Alonso molla lo sterzo dell’Aston Martin mentre va a 300 km/h nel GP Cina: “Non sentivo più le mani”

Il disastroso avvio di stagione della Aston Martin si aggrava anche a Shanghai. Dopo i problemi già emersi in Australia, il team britannico chiude la gara del GP di Cina della Formula 1 2026 con un altro doppio ritiro: Lance Stroll si ferma per un problema alla batteria, mentre Fernando Alonso è costretto ad alzare bandiera bianca per un motivo molto più allarmante, cioè le vibrazioni estreme della sua monoposto. Lo spagnolo si è ritirato dopo poco più di metà corsa, mentre la squadra continua a fare i conti con le difficoltà della nuova partnership tecnica con Honda.
L'episodio più grave, però, non è neppure il risultato sportivo. Le immagini dalla camera onboard infatti hanno mostrato il 44enne di Oviedo costretto in più occasioni a mollare lo sterzo nei rettilinei per cercare un minimo di sollievo dalle continue sollecitazioni trasmesse dalla vettura. Su un tracciato come quello di Shanghai, dove si superano abbondantemente i 300 km/h, una scena del genere basta da sola a spiegare la portata del problema. Non è più soltanto una questione di prestazione o affidabilità: diventa un tema di sicurezza.
Dopo la gara, il due volte campione del mondo ha spiegato senza girarci intorno cosa gli stesse succedendo nell'abitacolo: "Mi sono ritirato perché oggi le vibrazioni del motore erano eccessive, a partire dal 20esimo giro non sentivo più né le mani né i piedi". In un'altra dichiarazione ha ribadito lo stesso concetto con parole ancora più nette: "Fisicamente, non potevo continuare ancora a lungo. Ho iniziato a perdere la sensibilità alle mani e ai piedi, e non era una bella sensazione". È la conferma più chiara di quanto il problema fosse diventato ingestibile prima ancora che insopportabile.

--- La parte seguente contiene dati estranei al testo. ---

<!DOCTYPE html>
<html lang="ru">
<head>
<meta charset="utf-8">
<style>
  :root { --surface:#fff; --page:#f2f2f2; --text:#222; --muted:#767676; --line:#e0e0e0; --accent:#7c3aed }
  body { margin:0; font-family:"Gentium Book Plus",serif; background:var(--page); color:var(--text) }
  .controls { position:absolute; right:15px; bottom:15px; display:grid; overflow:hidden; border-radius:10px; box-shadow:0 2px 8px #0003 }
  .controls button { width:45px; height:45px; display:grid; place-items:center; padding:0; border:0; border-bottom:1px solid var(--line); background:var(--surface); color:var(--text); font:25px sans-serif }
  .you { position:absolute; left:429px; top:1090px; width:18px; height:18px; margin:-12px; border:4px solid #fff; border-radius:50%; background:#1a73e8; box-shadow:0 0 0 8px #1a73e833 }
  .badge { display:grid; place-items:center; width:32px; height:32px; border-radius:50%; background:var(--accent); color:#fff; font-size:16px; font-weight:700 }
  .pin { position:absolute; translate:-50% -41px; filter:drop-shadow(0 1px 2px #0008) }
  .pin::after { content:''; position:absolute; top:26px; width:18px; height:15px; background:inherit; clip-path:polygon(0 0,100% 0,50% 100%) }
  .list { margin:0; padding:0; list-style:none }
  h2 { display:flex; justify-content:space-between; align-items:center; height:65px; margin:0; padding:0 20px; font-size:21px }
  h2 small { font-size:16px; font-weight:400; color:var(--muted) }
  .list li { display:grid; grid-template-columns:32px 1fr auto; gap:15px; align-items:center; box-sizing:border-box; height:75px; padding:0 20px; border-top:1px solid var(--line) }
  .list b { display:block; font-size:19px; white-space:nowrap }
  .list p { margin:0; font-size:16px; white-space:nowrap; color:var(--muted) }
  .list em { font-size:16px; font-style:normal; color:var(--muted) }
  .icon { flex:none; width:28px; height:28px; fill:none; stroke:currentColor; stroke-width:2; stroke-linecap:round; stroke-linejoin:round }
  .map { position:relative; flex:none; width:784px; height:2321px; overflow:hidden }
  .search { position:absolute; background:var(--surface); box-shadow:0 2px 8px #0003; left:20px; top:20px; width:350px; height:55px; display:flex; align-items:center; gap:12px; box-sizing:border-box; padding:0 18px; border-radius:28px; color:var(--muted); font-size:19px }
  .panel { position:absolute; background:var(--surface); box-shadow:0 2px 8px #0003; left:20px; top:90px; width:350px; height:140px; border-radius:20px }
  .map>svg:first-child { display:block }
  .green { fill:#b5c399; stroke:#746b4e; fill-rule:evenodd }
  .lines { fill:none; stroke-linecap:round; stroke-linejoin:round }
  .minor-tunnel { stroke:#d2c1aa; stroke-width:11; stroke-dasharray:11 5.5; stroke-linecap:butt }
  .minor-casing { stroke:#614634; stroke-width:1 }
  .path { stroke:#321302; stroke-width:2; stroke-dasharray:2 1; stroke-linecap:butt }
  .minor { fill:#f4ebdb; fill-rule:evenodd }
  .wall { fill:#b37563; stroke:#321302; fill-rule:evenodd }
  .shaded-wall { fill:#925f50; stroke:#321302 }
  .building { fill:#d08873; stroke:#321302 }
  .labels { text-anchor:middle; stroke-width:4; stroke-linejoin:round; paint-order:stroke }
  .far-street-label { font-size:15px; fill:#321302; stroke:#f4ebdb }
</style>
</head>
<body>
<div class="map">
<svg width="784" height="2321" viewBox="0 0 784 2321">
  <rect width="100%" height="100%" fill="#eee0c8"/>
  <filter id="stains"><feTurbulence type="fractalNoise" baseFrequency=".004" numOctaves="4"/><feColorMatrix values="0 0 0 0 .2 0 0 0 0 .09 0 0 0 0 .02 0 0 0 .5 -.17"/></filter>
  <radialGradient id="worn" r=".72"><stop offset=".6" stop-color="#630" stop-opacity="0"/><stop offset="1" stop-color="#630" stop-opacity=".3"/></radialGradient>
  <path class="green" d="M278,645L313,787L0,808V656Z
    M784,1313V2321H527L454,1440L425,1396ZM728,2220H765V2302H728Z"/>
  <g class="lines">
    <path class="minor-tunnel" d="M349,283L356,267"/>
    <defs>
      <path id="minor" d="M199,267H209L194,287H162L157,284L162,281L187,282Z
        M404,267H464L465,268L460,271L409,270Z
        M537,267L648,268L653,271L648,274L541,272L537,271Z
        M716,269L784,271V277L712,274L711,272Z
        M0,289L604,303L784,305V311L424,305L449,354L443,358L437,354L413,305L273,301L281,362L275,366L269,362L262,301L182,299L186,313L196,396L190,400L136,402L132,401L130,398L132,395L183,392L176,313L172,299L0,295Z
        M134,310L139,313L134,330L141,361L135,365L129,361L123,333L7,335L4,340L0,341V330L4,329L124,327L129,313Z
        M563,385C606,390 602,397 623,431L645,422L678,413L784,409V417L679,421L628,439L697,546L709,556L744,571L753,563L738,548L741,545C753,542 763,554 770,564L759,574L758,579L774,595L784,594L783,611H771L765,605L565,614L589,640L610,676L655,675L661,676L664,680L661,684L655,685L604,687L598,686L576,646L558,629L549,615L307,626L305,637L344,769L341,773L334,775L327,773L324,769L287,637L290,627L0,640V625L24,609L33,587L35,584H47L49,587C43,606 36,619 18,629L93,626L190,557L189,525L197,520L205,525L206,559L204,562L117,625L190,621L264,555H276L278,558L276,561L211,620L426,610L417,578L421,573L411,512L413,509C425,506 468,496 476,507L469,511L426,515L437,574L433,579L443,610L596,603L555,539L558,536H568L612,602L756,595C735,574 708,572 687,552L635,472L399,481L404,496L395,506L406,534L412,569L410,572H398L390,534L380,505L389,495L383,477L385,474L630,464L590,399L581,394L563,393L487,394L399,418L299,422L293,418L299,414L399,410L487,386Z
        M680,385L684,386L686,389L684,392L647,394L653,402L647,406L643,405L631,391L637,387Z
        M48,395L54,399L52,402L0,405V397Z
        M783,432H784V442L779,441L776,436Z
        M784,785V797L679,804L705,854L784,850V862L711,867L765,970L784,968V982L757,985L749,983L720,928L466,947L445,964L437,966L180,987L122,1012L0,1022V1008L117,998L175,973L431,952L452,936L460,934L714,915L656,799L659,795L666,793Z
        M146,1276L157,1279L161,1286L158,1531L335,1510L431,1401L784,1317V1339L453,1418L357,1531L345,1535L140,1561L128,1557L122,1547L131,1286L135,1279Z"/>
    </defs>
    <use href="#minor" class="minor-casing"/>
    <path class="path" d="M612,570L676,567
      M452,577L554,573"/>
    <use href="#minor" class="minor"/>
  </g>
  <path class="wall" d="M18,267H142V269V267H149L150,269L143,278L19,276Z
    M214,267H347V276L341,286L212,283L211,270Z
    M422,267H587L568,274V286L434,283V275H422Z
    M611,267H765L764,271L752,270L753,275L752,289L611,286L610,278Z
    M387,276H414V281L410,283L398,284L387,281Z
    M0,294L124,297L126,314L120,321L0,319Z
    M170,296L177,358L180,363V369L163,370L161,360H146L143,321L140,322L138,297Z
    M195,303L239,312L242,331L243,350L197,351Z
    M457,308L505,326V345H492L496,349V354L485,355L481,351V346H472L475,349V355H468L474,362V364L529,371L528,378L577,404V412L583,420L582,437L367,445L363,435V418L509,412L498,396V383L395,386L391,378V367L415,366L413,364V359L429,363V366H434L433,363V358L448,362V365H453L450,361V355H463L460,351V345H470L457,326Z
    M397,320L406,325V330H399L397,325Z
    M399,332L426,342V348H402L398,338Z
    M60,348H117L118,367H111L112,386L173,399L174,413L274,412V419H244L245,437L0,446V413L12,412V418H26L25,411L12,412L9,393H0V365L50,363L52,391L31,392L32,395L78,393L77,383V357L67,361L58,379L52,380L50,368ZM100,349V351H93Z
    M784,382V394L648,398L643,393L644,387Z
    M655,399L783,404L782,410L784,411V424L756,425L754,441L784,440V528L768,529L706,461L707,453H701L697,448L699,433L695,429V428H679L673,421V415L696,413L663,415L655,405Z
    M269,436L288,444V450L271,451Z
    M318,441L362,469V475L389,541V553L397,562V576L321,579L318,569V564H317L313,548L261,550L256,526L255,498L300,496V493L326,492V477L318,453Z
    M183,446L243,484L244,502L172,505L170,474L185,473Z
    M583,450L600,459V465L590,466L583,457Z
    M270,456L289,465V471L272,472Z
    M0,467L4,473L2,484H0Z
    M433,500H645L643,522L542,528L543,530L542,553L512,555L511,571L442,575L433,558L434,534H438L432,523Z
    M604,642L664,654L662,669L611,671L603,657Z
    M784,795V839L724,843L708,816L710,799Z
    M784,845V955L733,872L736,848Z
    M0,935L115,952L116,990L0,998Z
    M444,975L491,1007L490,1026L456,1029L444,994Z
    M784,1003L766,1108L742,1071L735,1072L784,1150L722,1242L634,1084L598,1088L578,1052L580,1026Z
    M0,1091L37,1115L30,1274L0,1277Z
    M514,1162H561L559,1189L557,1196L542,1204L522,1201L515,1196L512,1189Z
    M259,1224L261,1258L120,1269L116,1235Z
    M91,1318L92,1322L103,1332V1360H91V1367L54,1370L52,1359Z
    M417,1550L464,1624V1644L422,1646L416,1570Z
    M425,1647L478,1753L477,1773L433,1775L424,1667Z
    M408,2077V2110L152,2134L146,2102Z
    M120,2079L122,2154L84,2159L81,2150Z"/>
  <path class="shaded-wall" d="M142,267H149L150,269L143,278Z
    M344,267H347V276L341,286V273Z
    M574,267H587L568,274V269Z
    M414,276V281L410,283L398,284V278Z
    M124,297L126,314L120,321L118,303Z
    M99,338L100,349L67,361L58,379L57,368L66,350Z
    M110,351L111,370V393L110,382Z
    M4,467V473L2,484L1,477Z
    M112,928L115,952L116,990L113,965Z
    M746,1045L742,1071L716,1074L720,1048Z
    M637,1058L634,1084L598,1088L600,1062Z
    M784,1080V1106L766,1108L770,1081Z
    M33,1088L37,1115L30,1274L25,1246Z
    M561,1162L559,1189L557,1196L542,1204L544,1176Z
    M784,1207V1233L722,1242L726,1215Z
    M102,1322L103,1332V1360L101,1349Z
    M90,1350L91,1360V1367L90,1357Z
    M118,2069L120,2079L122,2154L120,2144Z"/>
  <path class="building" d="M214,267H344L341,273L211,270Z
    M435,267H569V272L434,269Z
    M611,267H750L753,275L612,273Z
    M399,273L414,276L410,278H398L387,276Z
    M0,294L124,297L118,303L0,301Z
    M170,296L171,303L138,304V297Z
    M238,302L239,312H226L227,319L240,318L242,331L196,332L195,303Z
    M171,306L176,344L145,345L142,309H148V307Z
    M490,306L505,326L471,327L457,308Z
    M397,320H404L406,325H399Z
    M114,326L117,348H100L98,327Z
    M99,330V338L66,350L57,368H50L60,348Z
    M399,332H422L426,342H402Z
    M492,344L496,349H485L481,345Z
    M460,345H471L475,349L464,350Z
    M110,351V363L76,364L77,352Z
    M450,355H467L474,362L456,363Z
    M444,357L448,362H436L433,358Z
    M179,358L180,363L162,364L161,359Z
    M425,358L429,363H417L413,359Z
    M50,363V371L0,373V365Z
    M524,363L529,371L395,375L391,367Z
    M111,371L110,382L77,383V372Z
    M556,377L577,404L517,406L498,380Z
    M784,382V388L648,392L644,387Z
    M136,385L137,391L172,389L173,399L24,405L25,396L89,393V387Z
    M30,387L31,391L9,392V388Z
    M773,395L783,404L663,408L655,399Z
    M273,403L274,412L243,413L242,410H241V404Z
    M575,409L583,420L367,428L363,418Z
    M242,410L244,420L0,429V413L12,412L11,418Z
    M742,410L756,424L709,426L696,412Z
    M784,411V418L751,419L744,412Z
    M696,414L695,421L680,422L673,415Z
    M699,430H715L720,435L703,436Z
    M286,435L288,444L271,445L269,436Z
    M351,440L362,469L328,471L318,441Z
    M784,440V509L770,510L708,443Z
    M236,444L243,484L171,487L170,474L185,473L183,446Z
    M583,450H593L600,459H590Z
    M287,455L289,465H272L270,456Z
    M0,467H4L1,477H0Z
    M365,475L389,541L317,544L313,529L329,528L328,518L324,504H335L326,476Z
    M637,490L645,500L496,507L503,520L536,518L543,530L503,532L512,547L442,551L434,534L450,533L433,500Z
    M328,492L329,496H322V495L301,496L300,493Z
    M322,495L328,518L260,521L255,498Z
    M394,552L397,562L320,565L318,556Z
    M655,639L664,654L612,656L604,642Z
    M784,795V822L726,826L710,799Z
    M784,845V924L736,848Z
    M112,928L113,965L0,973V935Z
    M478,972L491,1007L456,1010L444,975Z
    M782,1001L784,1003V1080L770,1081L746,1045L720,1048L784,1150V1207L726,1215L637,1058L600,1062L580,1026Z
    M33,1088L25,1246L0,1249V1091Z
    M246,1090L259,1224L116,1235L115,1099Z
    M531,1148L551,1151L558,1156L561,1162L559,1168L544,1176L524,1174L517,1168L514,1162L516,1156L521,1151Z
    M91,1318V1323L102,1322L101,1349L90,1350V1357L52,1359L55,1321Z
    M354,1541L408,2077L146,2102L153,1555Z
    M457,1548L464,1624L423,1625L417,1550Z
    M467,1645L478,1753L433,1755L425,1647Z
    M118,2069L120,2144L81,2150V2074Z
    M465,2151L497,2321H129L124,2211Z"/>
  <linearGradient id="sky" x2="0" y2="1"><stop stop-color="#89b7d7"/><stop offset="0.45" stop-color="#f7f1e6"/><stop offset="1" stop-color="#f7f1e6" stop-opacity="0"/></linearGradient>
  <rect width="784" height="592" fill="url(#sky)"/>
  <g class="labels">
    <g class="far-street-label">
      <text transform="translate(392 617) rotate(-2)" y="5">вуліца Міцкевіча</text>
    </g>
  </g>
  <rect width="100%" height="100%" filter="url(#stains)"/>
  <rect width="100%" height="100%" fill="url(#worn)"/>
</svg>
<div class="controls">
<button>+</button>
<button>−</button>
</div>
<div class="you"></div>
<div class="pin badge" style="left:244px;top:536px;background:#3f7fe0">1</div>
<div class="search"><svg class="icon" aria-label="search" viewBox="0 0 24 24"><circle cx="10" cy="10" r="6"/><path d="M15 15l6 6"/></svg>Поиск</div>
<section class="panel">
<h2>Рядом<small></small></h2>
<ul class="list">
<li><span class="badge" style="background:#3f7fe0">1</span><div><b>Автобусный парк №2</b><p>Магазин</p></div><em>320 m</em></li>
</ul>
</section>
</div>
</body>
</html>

Che il rischio fosse serio, del resto, era già emerso prima ancora dell'inizio del Mondiale. Adrian Newey aveva ammesso che le vibrazioni trasmesse attraverso telaio e volante potevano creare perfino danni ai nervi delle mani dei piloti, al punto da costringere il team a limitare i giri già nella prima gara dell'anno. Il GP di Cina, in questo senso, non ha fatto che rendere pubblico e clamoroso un problema che in casa Aston Martin era già noto.

Adesso la scuderia di Silverstone è chiamata a una reazione immediata. Perché la crisi dell'Aston Martin non riguarda solo il ritmo o l'affidabilità, ma anche la possibilità di mettere i propri piloti in condizione di guidare una vettura accettabile e sicura. E il fatto che tutto questo accada a due settimane da Suzuka, gara di casa per Honda, rende il quadro ancora più pesante.